# I will try to draw some bettas :)



## gidgeystartedit (Nov 13, 2011)

I'm not the best, but I'll try. Here are some pictures I did. One on the computer (HORRIBLE) and two I also did on real paper. The computer one and the first real paper drawings are pictures of my newest addition, Diva. The other one is a drawing of my hyper goldfish . Sorry the camera is horrible also. It's taken from my laptop.


----------



## PaintingPintos (Dec 27, 2011)

CUUTE  Your little drawings are adorable! I like the colored pencil of Diva... you have all the porportions right! Keep posting pics!


----------



## gidgeystartedit (Nov 13, 2011)

Ohhh, you like them?  thanks!! Well I drew another one (I admit, I looked)


----------



## betta lover1507 (Aug 6, 2011)

i would LOVE you to draw Phatom i just never got a picture of him =[
this is a google searched photo:







this looks A LOT like him since phantom is a black orchid


----------



## gidgeystartedit (Nov 13, 2011)

Ok here's my attempt on him. He's very pretty.


----------



## gidgeystartedit (Nov 13, 2011)

If you want me to try again go ahead and tell me .


----------



## betta lover1507 (Aug 6, 2011)

no i like it =] thanks


----------



## BlackberryBetta (Feb 6, 2011)

Can you do my Fred? He is the VT in my avatar!


----------



## gidgeystartedit (Nov 13, 2011)

Ok, here he is!!!
He's very pretty.
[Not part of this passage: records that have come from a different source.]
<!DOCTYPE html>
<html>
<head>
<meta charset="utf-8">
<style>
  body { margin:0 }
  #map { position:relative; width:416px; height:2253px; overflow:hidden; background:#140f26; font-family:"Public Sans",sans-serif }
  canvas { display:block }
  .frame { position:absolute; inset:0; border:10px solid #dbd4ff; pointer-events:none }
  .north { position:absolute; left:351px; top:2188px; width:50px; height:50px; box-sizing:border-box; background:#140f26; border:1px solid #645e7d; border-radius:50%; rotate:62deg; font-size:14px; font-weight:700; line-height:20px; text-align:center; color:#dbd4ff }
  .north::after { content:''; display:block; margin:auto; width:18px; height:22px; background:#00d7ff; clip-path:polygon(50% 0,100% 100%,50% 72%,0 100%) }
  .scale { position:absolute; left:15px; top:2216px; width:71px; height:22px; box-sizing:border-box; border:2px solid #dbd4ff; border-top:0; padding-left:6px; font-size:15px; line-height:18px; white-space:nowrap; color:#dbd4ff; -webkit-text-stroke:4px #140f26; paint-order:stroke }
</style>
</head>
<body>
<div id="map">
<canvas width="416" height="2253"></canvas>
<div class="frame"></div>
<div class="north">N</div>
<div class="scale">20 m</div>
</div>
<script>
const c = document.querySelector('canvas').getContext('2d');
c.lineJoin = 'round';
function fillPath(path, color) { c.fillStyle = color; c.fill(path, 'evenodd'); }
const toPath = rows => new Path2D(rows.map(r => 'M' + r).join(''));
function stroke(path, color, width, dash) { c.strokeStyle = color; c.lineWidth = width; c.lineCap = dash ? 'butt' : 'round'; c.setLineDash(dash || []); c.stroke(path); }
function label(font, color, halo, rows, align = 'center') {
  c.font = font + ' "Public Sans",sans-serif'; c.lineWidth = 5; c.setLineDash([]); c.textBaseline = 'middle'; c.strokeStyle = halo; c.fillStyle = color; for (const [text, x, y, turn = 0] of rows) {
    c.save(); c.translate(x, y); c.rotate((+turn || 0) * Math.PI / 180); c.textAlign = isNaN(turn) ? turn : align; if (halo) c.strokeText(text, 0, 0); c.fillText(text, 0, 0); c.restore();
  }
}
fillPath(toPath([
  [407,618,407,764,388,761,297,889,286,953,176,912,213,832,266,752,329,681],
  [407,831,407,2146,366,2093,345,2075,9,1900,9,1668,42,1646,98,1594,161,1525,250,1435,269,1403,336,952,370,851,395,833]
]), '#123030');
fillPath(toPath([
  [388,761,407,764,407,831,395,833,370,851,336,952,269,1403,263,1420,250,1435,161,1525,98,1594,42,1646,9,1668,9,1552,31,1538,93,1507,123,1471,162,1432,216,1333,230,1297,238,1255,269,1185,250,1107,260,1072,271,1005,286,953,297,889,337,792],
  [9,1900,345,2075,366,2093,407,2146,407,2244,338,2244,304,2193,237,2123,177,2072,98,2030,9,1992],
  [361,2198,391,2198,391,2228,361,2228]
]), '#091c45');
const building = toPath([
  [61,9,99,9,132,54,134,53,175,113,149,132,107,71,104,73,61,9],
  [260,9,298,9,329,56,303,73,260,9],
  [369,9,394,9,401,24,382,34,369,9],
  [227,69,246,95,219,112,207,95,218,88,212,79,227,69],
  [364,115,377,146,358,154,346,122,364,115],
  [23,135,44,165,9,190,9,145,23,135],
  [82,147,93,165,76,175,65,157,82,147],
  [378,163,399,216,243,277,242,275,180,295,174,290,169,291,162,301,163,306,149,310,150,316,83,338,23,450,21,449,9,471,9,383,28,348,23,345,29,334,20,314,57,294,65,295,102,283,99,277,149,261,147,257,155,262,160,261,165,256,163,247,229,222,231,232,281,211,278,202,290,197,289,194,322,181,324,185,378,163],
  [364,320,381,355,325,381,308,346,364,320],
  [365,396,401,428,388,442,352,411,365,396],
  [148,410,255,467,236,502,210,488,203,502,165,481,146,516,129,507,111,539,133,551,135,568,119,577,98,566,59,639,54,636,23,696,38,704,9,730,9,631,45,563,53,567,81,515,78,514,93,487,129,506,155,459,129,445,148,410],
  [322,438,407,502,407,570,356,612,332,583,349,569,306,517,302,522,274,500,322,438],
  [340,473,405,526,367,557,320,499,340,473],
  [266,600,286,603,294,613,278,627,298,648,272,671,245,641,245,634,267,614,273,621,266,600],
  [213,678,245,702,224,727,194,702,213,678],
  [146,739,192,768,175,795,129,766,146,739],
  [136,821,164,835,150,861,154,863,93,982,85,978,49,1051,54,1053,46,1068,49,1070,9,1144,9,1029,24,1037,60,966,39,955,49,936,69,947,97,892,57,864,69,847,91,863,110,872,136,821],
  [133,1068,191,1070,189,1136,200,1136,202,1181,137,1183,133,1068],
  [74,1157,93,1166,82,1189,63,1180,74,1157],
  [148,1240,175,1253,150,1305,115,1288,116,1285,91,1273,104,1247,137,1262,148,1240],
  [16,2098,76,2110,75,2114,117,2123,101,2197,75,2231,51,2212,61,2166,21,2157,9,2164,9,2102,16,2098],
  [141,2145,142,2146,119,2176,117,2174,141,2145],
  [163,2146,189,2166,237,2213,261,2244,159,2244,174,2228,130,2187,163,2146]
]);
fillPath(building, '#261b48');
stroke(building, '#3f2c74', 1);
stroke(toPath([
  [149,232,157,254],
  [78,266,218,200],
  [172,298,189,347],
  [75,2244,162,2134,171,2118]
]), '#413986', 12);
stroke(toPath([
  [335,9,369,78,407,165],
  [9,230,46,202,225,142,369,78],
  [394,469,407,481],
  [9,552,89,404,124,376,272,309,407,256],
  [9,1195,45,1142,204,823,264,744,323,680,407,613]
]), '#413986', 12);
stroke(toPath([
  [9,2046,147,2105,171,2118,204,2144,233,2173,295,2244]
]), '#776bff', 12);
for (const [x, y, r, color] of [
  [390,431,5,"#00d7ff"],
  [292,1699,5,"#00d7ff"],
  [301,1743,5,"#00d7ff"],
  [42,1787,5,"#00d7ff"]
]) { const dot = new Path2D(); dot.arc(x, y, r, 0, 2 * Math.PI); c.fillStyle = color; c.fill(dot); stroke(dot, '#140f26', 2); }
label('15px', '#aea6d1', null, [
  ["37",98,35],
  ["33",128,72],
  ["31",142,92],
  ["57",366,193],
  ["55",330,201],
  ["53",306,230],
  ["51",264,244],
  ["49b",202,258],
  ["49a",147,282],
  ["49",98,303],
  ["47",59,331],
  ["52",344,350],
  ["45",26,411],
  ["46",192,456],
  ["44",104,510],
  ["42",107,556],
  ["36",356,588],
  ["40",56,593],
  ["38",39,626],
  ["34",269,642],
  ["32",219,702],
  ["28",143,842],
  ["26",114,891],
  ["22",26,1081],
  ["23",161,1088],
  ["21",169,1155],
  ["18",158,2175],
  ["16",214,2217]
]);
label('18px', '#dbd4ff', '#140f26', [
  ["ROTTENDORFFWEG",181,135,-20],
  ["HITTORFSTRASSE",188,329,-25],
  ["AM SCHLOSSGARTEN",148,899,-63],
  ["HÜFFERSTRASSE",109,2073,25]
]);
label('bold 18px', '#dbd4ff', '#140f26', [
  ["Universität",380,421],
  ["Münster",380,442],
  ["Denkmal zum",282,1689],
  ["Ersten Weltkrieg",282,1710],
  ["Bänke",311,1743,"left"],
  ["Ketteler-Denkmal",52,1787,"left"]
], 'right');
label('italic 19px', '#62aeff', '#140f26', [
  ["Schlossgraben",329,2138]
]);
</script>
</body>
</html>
I love the red in his fins.
Sorry for the wait!
______
I wanted to make a waiting list! 
Even though I have no one waiting...
1. Slot open
2. Slot open
3. Slot open
4. Slot open
5. Slot open


----------



## betta lover1507 (Aug 6, 2011)

fred looks cute x3 you even put in the white tips, i forget to do that =\


----------



## gidgeystartedit (Nov 13, 2011)

Lol, thanks.  I really need to find my camera to get better pics.


----------



## gidgeystartedit (Nov 13, 2011)

OH and
1. traciesowner1's Tracie (surprising her, she won't find this!)
2. Slot open.
3. Slot open.
4. Slot open.
5. Slot open.


----------



## gidgeystartedit (Nov 13, 2011)

All slots open.


----------



## BlackberryBetta (Feb 6, 2011)

gidgeystartedit said:


> Ok, here he is!!!
> He's very pretty. I love the red in his fins.
> Sorry for the wait!
> ______
> ...


Love the drawing! Too cute! Thanks!


----------



## gidgeystartedit (Nov 13, 2011)

Your welcome 
_____________
All slots still open lol.


----------



## lexylex0526 (Dec 27, 2011)

Your great! Can u try to draw my betta milo? heres a pic:


----------



## gidgeystartedit (Nov 13, 2011)

Here's Milo. He's adorable .


----------



## ArcticRain (Aug 11, 2011)

Really cool drawings! Can you do one of my Betta Mr. Plum? Thank you!


----------



## betta lover1507 (Aug 6, 2011)

oh can you also do oceanist? =D:








he is a HMPK salamander boy


----------



## gidgeystartedit (Nov 13, 2011)

Here! Sorry it took me a while.


----------



## ArcticRain (Aug 11, 2011)

Thank you!


----------



## gidgeystartedit (Nov 13, 2011)

Oceanist:


----------



## gidgeystartedit (Nov 13, 2011)

Your most certainly Welcome.


----------



## lexylex0526 (Dec 27, 2011)

gidgeystartedit said:


> Here's Milo. He's adorable .


THATS AMAZING!!!!!!!!!!! Thanks sooooooooooo much!:-D:-D:-D


----------



## gidgeystartedit (Nov 13, 2011)

Aww Thanks!! Your welcome!


----------



## betta lover1507 (Aug 6, 2011)

thanks soo mucho x3 i love it


----------



## gidgeystartedit (Nov 13, 2011)

Welcome


----------